After importing thousands of dairy cows in 2017, the Qatari dairy industry has managed to increase production to meet domestic demand for milk. Prior to the imposition of the trade embargo, most of Qatar’s milk was trucked across the Saudi Arabian land border. The local dairy company, Baladna, was only able to produce enough milk to meet 20 per cent of domestic demand. It now produces enough to export surplus milk to Afghanistan, Yemen and Oman.
Poultry production has also increased to the point where the country is self-sufficient. Fruit and vegetable crops are grown in hydroponic greenhouses that are supported by increased power, fertiliser and seed subsidies. Further support is being given to increase production to a level where it can provide enough food to meet 60 to 70 per cent of demand. The greenhouses and dairy farms require more energy (to power LED grow lights and air conditioners) than conventional farming, however, raising questions about the cost-effectiveness and environmental toll of the drive for food self-sufficiency.

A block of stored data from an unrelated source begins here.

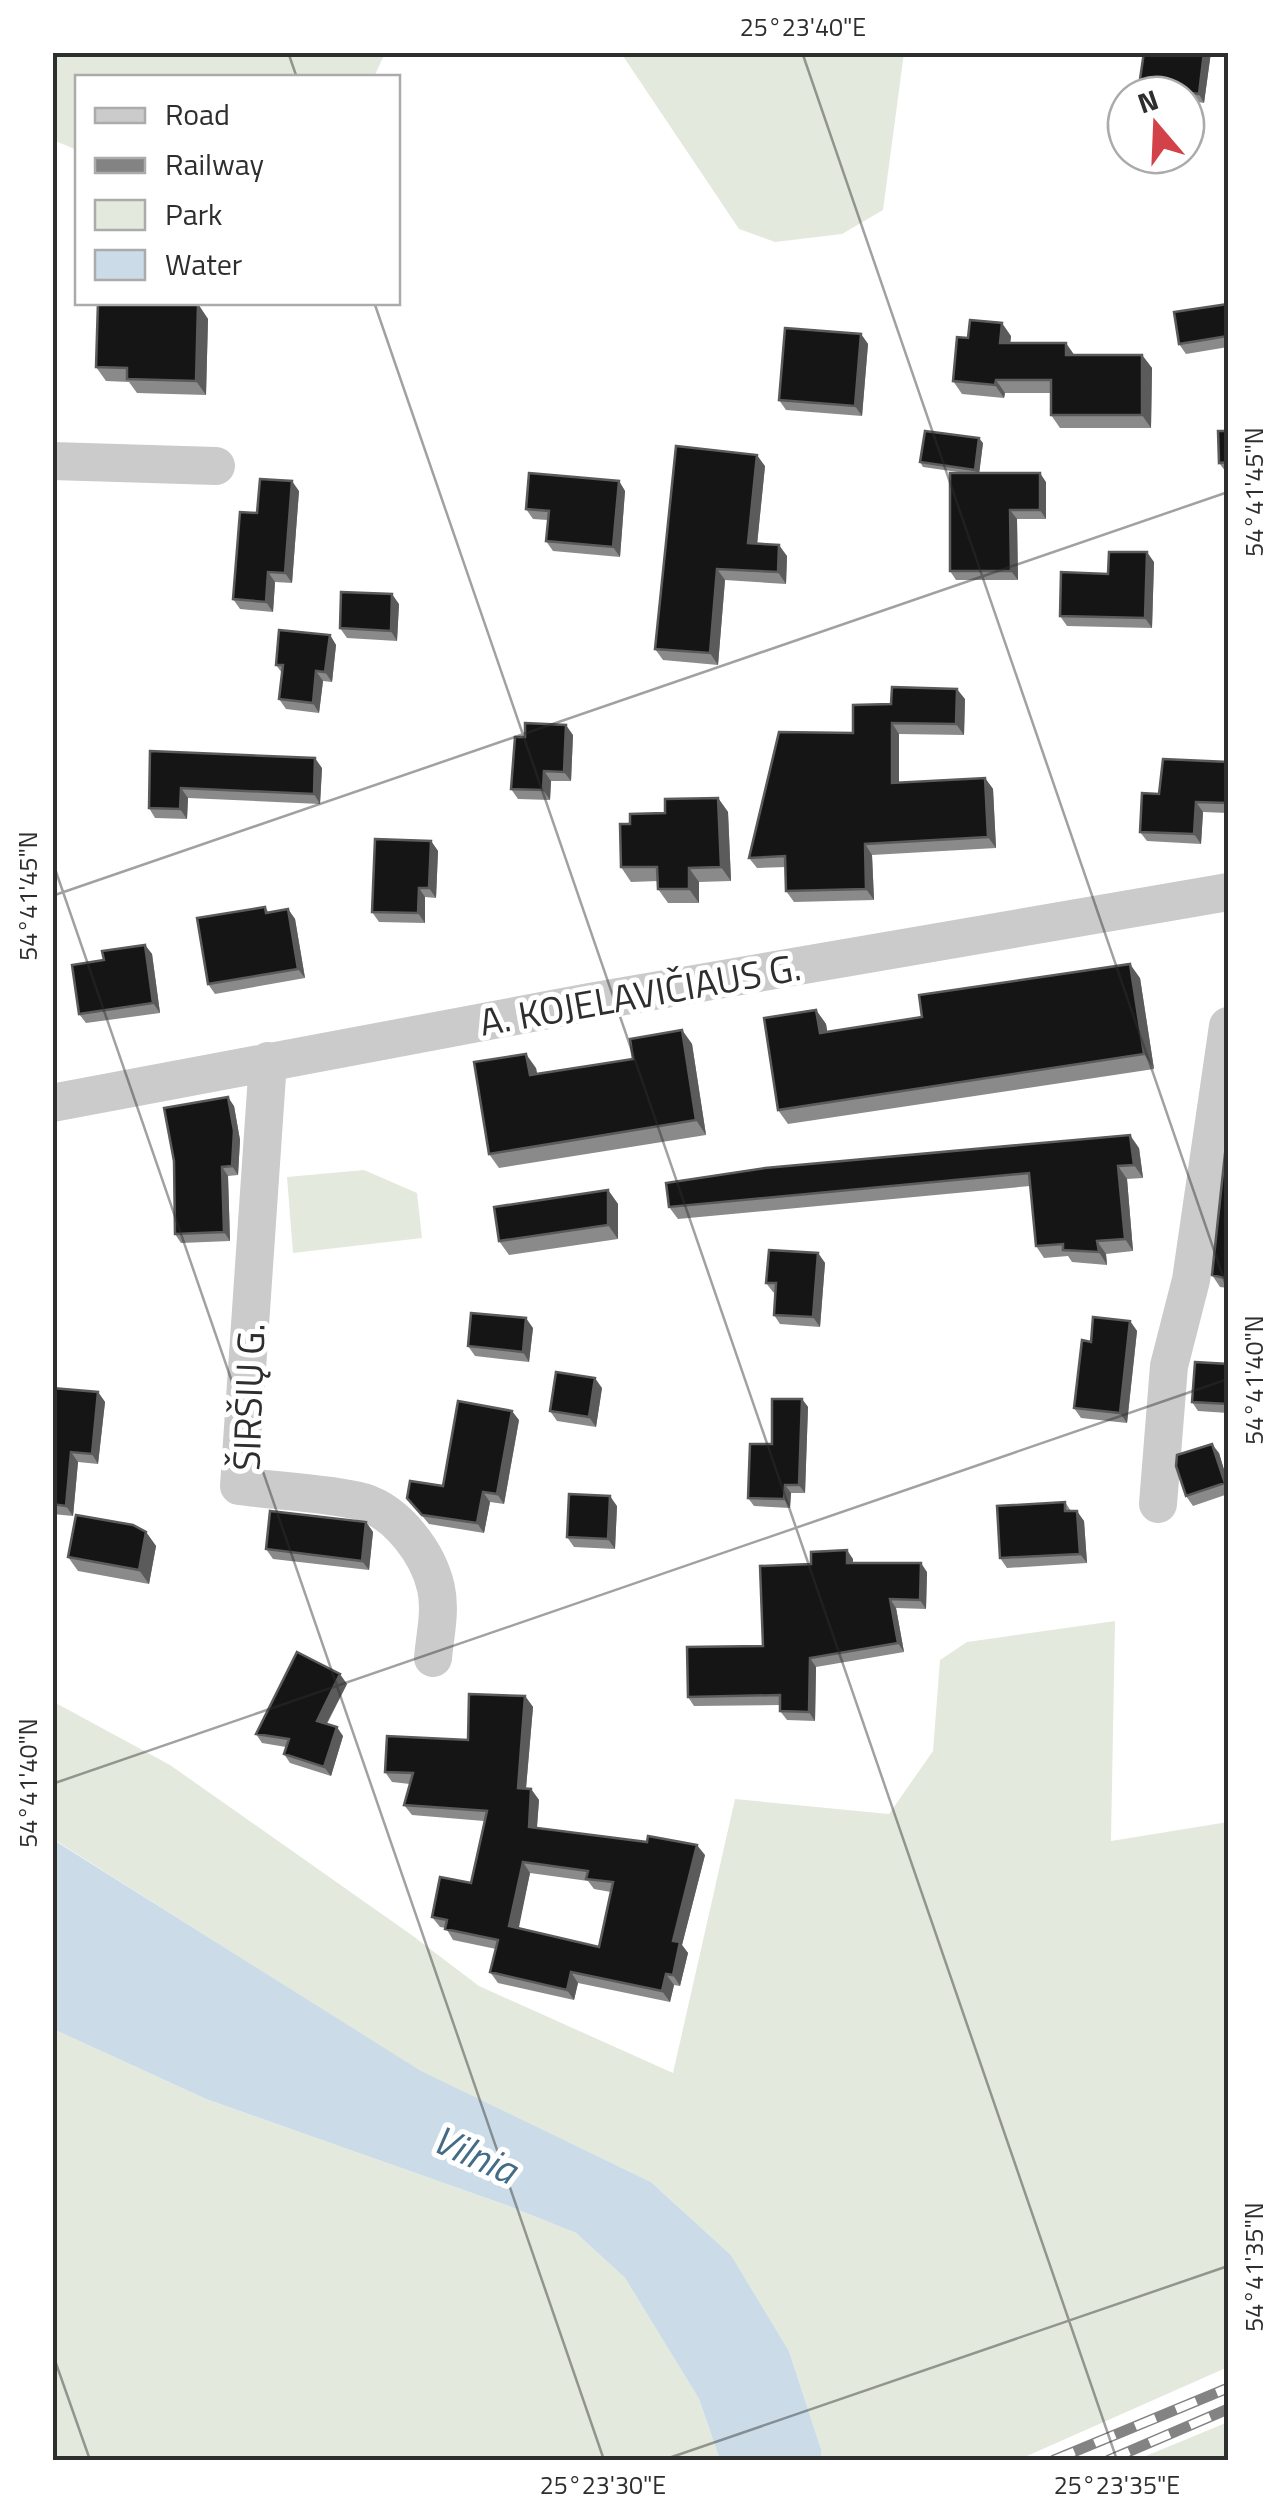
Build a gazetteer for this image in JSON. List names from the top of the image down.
{
  "streets": {
    "street": ["A. KOJELAVIČIAUS G.", "ŠIRŠIŲ G."]
  },
  "crossings": [
    ["A. KOJELAVIČIAUS G.", "ŠIRŠIŲ G."]
  ],
  "water": ["Vilnia"],
  "legend": [
    "Road",
    "Railway",
    "Park",
    "Water"
  ],
  "north": "top",
  "coordinates": [
    "25°23'40\"E",
    "54°41'45\"N",
    "54°41'40\"N",
    "54°41'35\"N",
    "25°23'30\"E",
    "25°23'35\"E"
  ]
}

Conventional farming is not an option for Qatar, however, and food production is constrained by the country’s arid climate and limited water reserves. It will continue to depend on international markets to supply it with cereals, such as wheat, maize, millet and sorghum, because those crops are particularly difficult to cultivate in Qatar, as they require large land holdings and access to copious amounts of water. In 2017, less than 300 hectares of land was used to grow cereals for human consumption and irrigated agriculture used four times the country’s renewable water resources.
While Hassad Food owns four Qatari farms that produce various grasses and alfalfa for animal fodder, it is unlikely that cereal crops will be grown for human consumption in Qatar. To protect against that weakness Hassad Food acquired a stake in Sunrise Foods International, a large distributor of cereals and oil seeds. It is negotiating a strategic agreement whereby the company will export food to Qatar in the event of food shortages.
Over the last decade, Hassad Food directly leased or purchased foreign agricultural land to produce cereal crops. Australia was a key part of its food security strategy. Its Australian subsidiary, Hassad Australia, owned approximately 300,000 hectares of agricultural land across five Australian states. It used that land to breed sheep and grow cereal crops. It sold all of those land assets by 2018, and is restructuring its business so that Macquarie Bank, an Australian investment bank, has a controlling stake in its landholdings. Paraway and Viridis, which are part of Macquarie Bank’s agricultural investment arm, have since sold some of those holdings. The Qatari sovereign wealth fund will continue to invest in Australian agriculture (mainly by purchasing meat products from Paraway and Viridis), but is expected to do so through local investment funds, rather than through a direct investment in Australian agricultural land.
While Qatar has adopted a more indirect approach to its foreign agricultural investment and increased domestic production of some food products, it is unlikely that it will be able to significantly reduce its dependence on foreign food supplies in the long term.